House Republicans yesterday revived their efforts to slash funding for public broadcasting, as a key committee approved a $115 million reduction in the budget for the Corporation for Public Broadcasting that could force the elimination of some popular PBS and NPR programs.
There are several points to be made here. But first, some context.
1. Even if enacted these cuts wouldn't destroy public broadcasting. Most such stations are largely self-supporting.
Minnesota Public Radio, for instance, gets 80 percent of its funding from private sources. If federal dollars disappear, there would still be state funding. But even if they both vanished, the resulting 20 percent budget cut would hurt but it wouldn't be fatal.
2. Some areas would be hurt pretty badly. The cuts would be disproportionately felt in poor and rural areas, where listeners are fewer or have fewer dollars to spare for station support -- and thus rely more heavily on government funding.
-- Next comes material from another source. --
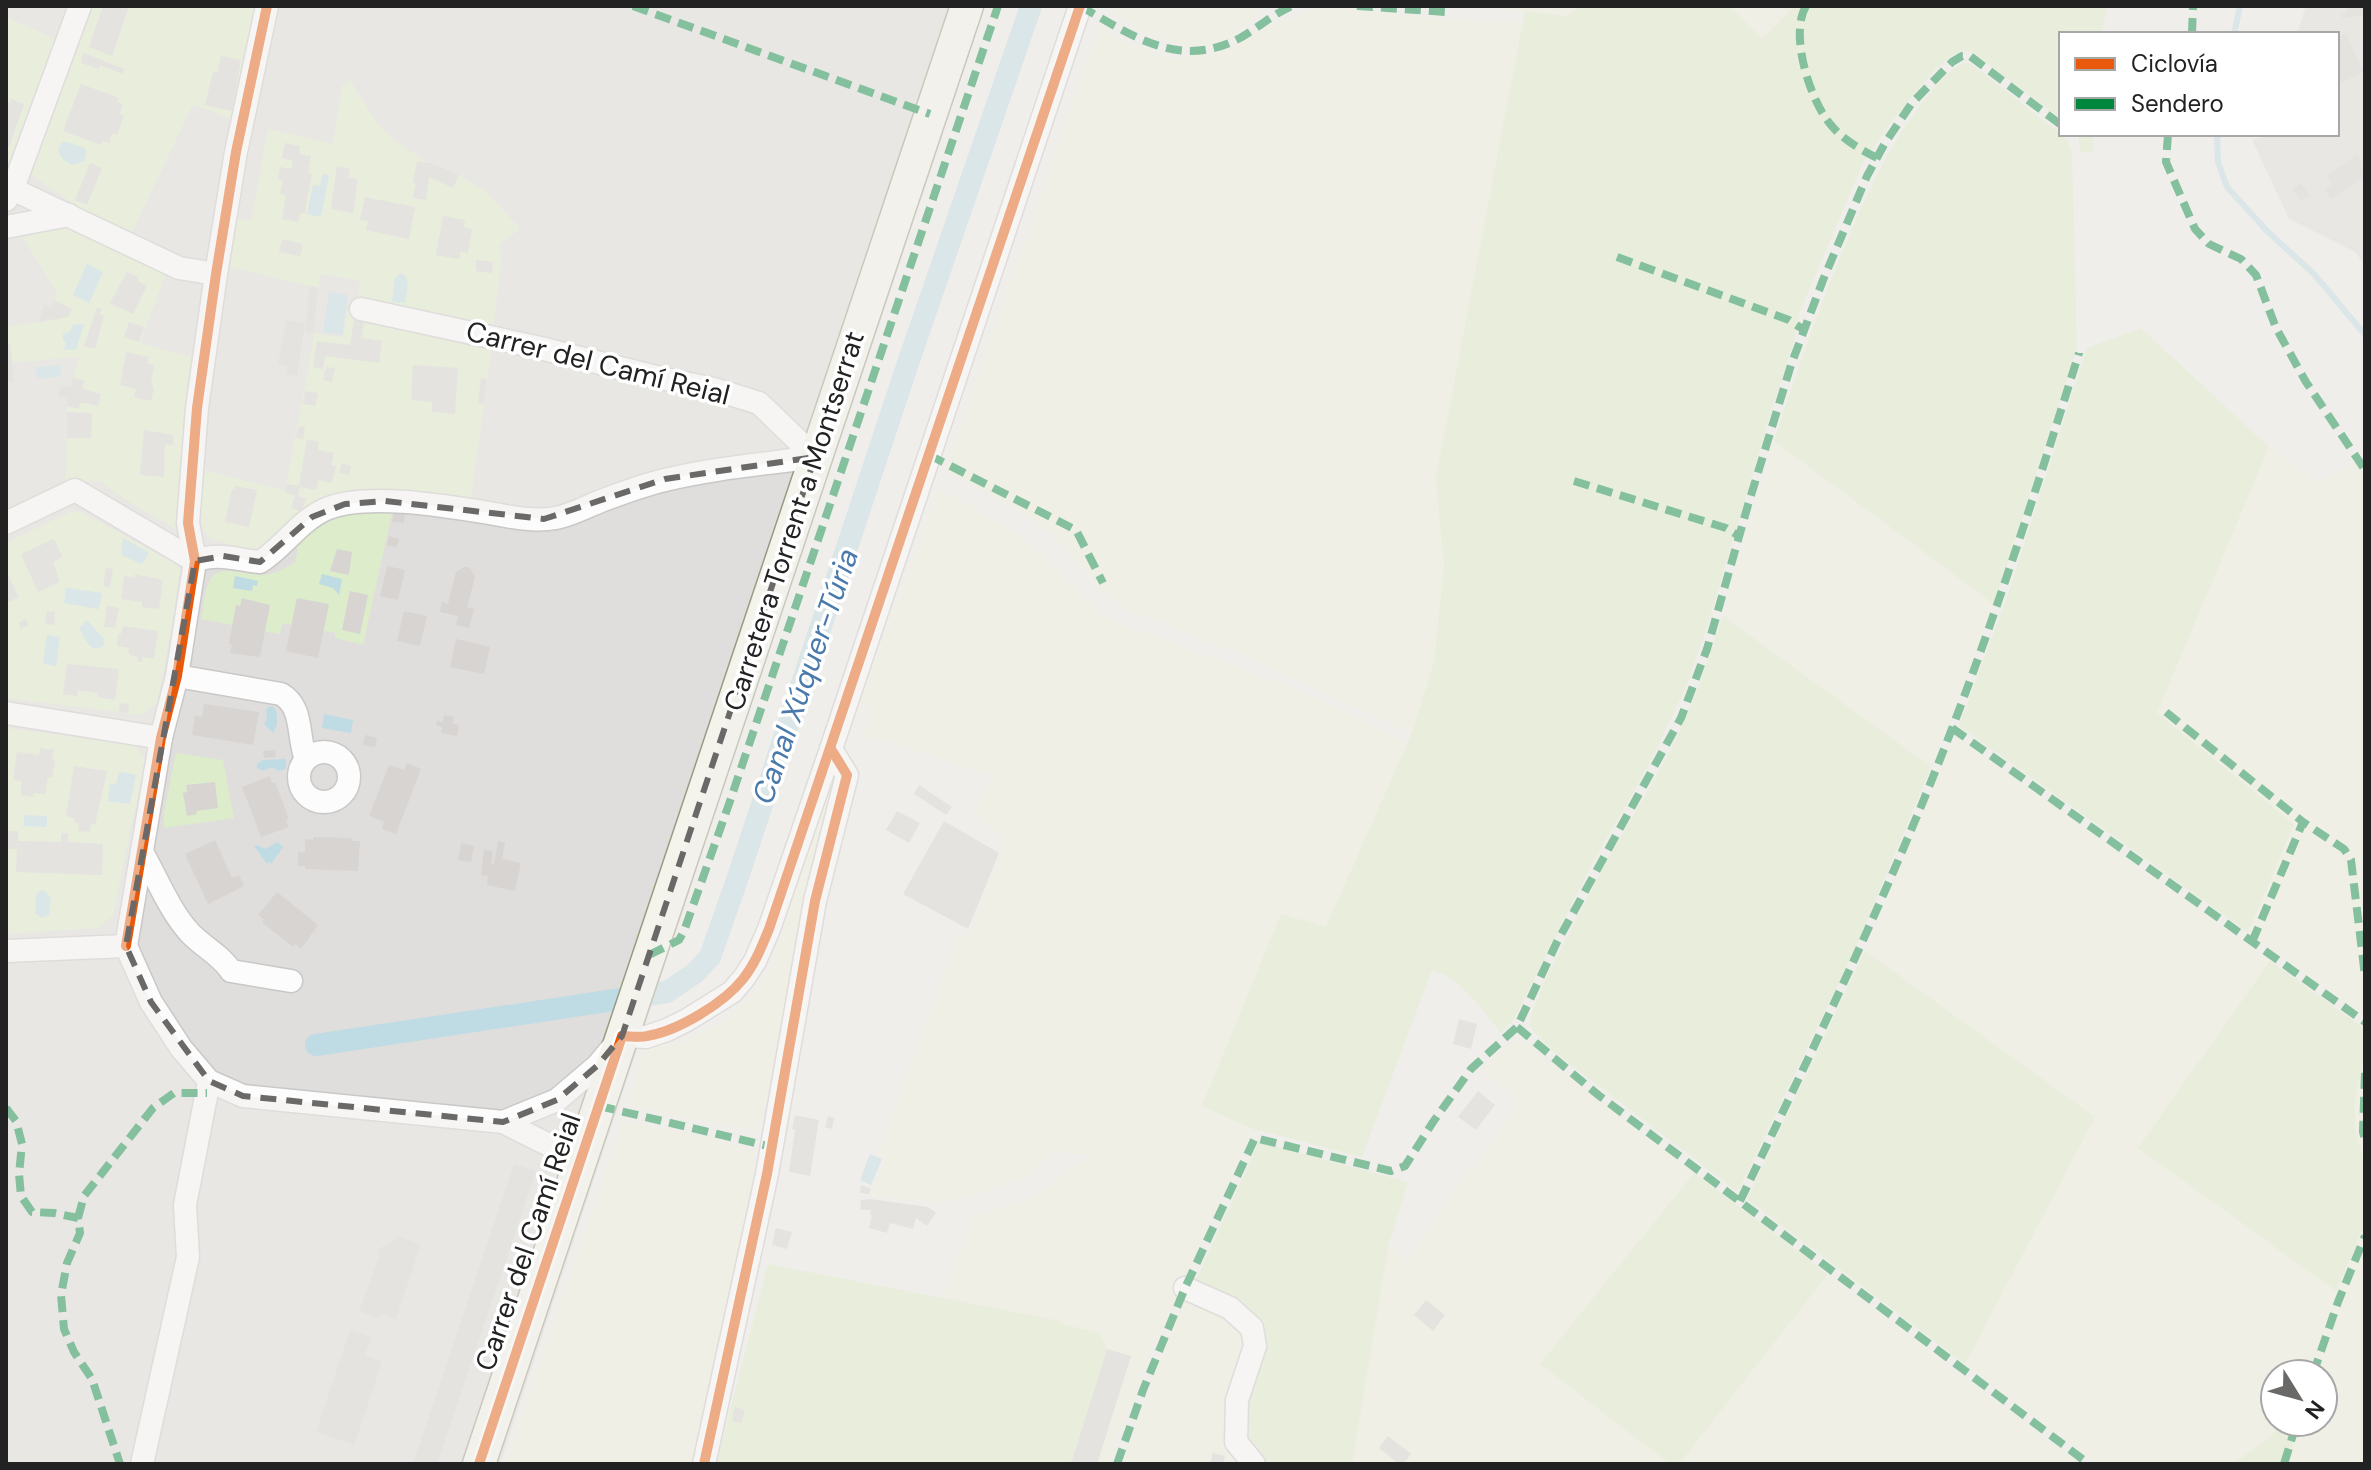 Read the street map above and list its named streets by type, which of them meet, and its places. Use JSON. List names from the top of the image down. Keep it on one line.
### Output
{"streets":{"main road":["Carrer del Camí Reial","Carretera Torrent a Montserrat"]},"crossings":[["Carrer del Camí Reial","Carretera Torrent a Montserrat"]],"water":["Canal Xúquer-Túria"],"legend":["Ciclovía","Sendero"],"north":"bottom right"}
3. Conservatives have been gunning for public broadcasting for years on ideological grounds, considering the programming to be liberally biased. What's ironic is that if they succeed it will be the rural areas that will be hit the hardest -- areas that are generally more conservative, and thus less likely to schedule programming the conservatives find offensive. The stations they really dislike -- large urban operations -- will be largely unaffected.
Okay, with that out of the way, let's look at why the House says it's trying to cut this funding:
Republicans are looking for ways to save taxpayers' dollars, amid fiscal conservatives' concerns over the budget deficit.
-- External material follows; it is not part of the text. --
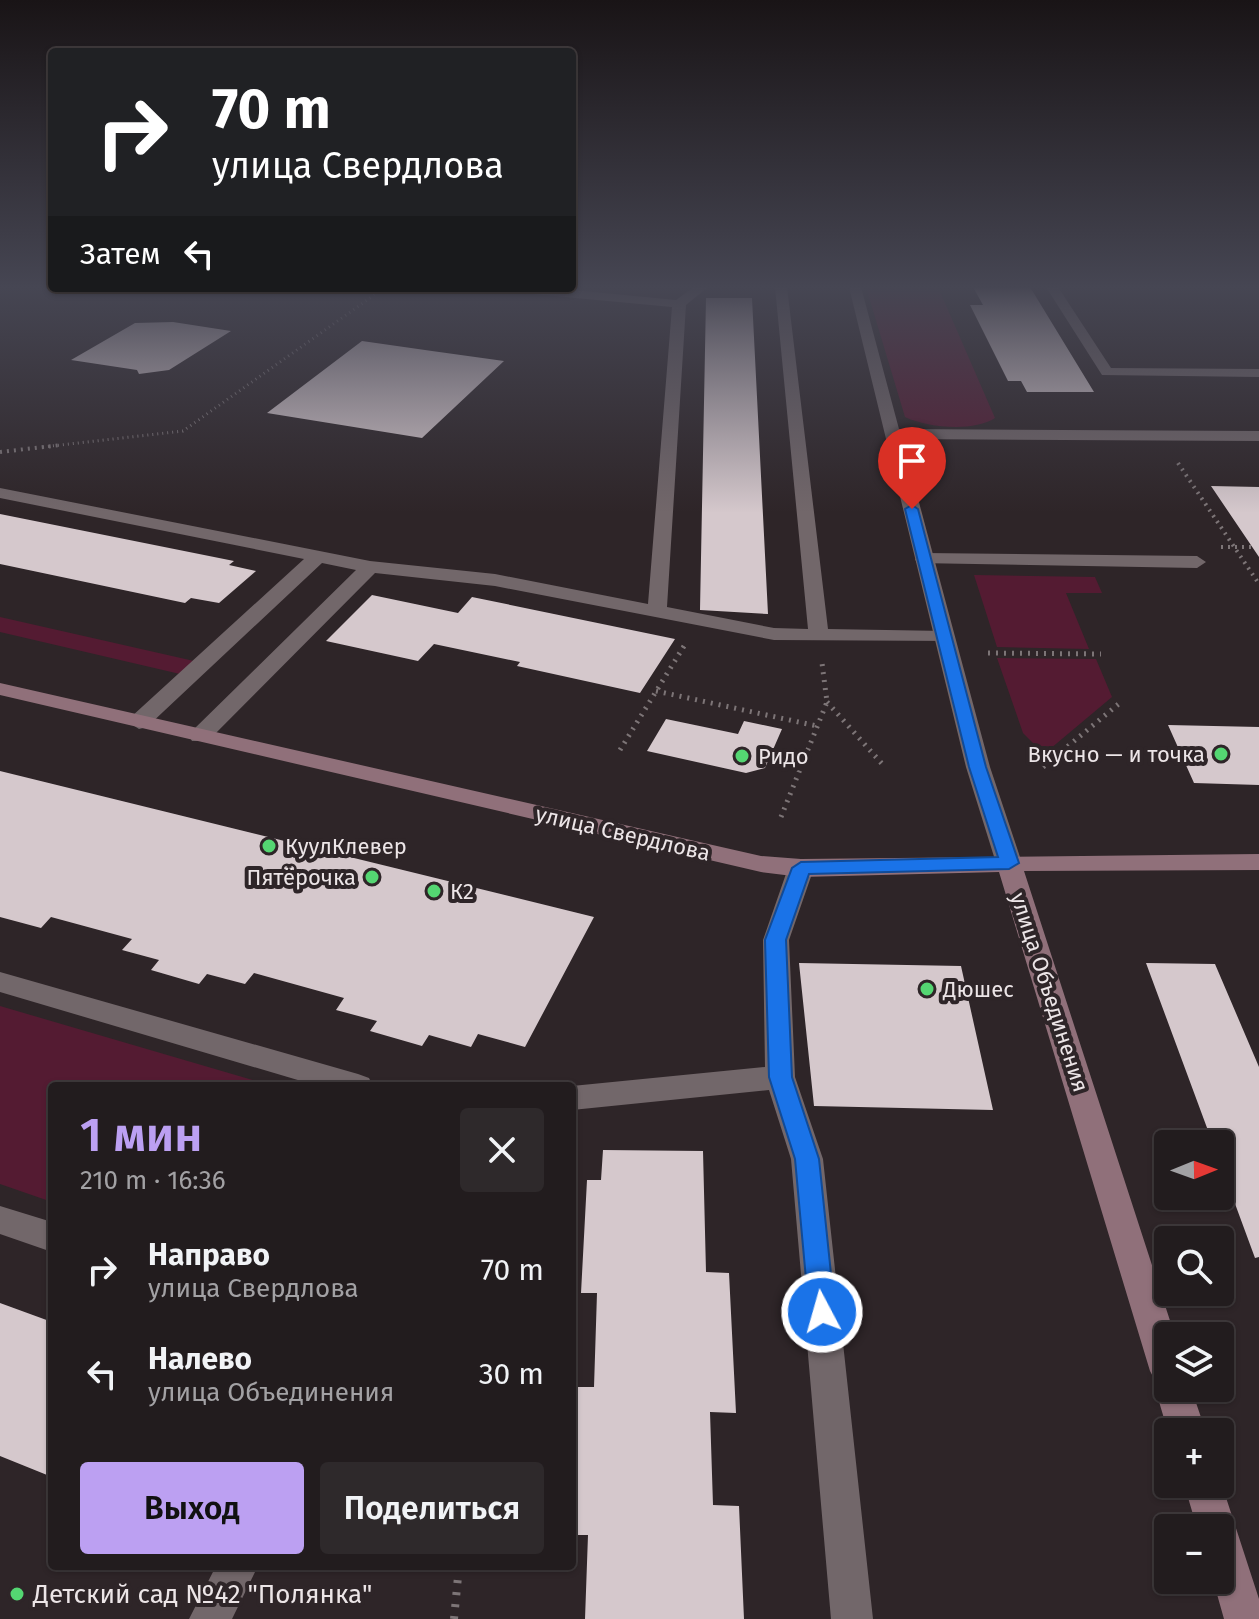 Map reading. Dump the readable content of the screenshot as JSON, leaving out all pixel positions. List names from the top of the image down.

"We've got to keep our priorities straight," said Representative Ralph Regula, an Ohio Republican who is chairman of the appropriations panel that approved the cut. "You're going to choose between giving a little more money to handicapped children versus providing appropriations for public broadcasting."
Oh, so it's a tough budget call. We need to get the deficit under control, and so it's either PBS or the handicapped kids.
Give me a break.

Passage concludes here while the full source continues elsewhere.